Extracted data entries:
══════════════════════════════

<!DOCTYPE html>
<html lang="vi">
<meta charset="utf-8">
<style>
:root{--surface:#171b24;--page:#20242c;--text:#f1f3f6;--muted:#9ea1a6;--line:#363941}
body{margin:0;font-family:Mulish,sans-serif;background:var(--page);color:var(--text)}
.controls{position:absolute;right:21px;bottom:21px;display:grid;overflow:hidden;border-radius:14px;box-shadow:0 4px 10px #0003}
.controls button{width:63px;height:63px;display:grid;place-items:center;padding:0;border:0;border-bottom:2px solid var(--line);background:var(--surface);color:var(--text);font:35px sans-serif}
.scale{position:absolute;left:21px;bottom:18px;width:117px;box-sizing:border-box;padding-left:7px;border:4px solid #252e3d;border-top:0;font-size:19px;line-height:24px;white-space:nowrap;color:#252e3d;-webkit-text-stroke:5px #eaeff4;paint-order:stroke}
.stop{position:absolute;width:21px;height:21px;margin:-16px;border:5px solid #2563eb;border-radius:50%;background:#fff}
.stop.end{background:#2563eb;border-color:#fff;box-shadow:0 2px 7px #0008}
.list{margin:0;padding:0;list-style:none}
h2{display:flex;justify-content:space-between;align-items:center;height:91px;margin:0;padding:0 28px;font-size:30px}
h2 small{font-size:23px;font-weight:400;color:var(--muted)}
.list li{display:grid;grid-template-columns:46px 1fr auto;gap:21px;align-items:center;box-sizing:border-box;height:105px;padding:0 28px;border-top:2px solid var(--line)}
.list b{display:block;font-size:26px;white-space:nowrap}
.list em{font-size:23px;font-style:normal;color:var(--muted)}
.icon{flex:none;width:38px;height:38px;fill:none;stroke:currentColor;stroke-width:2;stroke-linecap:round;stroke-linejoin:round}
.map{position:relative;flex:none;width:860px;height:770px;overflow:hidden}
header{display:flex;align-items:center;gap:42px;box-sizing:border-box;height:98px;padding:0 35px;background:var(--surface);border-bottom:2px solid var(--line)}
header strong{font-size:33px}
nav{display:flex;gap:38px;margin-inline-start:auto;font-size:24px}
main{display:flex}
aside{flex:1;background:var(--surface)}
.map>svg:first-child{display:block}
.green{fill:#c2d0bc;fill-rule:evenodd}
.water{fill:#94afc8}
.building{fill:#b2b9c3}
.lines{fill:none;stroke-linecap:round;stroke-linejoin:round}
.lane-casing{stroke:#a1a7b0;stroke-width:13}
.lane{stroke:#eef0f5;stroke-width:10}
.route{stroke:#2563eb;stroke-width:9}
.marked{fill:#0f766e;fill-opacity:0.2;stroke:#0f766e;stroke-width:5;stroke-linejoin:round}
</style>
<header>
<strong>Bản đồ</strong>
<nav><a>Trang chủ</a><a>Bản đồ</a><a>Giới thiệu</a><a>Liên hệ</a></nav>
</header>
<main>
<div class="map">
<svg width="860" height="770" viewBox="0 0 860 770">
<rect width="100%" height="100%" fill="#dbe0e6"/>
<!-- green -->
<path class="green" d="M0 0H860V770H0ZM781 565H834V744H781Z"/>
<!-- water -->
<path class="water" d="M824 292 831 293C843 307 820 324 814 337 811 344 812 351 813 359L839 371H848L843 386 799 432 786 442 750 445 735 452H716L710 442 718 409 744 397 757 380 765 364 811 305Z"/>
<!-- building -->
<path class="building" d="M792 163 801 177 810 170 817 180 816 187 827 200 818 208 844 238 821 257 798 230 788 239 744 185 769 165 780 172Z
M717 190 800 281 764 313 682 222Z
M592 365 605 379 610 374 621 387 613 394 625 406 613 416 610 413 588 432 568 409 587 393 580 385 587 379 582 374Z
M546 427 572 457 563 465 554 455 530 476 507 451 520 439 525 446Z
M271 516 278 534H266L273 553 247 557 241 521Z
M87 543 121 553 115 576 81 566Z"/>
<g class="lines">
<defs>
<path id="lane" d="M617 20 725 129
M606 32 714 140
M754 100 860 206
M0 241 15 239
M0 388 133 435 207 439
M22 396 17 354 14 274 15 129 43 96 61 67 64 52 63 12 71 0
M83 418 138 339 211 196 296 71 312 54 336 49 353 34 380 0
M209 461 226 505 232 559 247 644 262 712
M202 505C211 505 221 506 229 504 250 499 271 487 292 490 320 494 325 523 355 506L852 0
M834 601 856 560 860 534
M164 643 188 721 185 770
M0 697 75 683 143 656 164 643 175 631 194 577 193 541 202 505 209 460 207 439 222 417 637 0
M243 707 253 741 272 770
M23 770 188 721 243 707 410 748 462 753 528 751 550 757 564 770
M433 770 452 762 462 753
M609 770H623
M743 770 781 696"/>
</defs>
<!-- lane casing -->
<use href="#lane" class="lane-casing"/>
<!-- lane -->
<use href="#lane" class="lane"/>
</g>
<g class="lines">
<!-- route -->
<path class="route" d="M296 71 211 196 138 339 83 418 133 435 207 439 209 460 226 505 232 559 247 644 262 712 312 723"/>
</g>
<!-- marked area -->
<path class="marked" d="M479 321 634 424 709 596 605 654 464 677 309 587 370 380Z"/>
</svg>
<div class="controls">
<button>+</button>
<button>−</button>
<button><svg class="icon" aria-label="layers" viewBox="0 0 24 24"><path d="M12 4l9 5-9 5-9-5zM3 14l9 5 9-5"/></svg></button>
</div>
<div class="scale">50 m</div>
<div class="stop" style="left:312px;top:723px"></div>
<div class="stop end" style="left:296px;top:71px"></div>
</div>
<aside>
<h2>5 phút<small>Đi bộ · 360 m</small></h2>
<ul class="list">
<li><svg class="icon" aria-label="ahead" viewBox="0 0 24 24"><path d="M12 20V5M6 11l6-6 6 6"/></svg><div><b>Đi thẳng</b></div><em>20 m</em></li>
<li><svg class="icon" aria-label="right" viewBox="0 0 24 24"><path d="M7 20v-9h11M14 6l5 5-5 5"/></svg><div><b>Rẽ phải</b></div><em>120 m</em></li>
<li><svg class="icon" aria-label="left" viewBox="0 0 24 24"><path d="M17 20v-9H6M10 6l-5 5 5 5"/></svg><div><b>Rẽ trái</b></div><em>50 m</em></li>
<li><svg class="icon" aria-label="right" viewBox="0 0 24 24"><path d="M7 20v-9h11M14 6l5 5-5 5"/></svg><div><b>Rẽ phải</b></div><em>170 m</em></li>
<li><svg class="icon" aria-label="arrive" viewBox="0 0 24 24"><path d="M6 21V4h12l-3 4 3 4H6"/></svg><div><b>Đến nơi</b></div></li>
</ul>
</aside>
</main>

══════════════════════════════

■ **Brief**
Filter the lines above so that only those with the string "scale" remain, then copy them.

■ **Task answer**
.scale{position:absolute;left:21px;bottom:18px;width:117px;box-sizing:border-box;padding-left:7px;border:4px solid #252e3d;border-top:0;font-size:19px;line-height:24px;white-space:nowrap;color:#252e3d;-webkit-text-stroke:5px #eaeff4;paint-order:stroke}
<div class="scale">50 m</div>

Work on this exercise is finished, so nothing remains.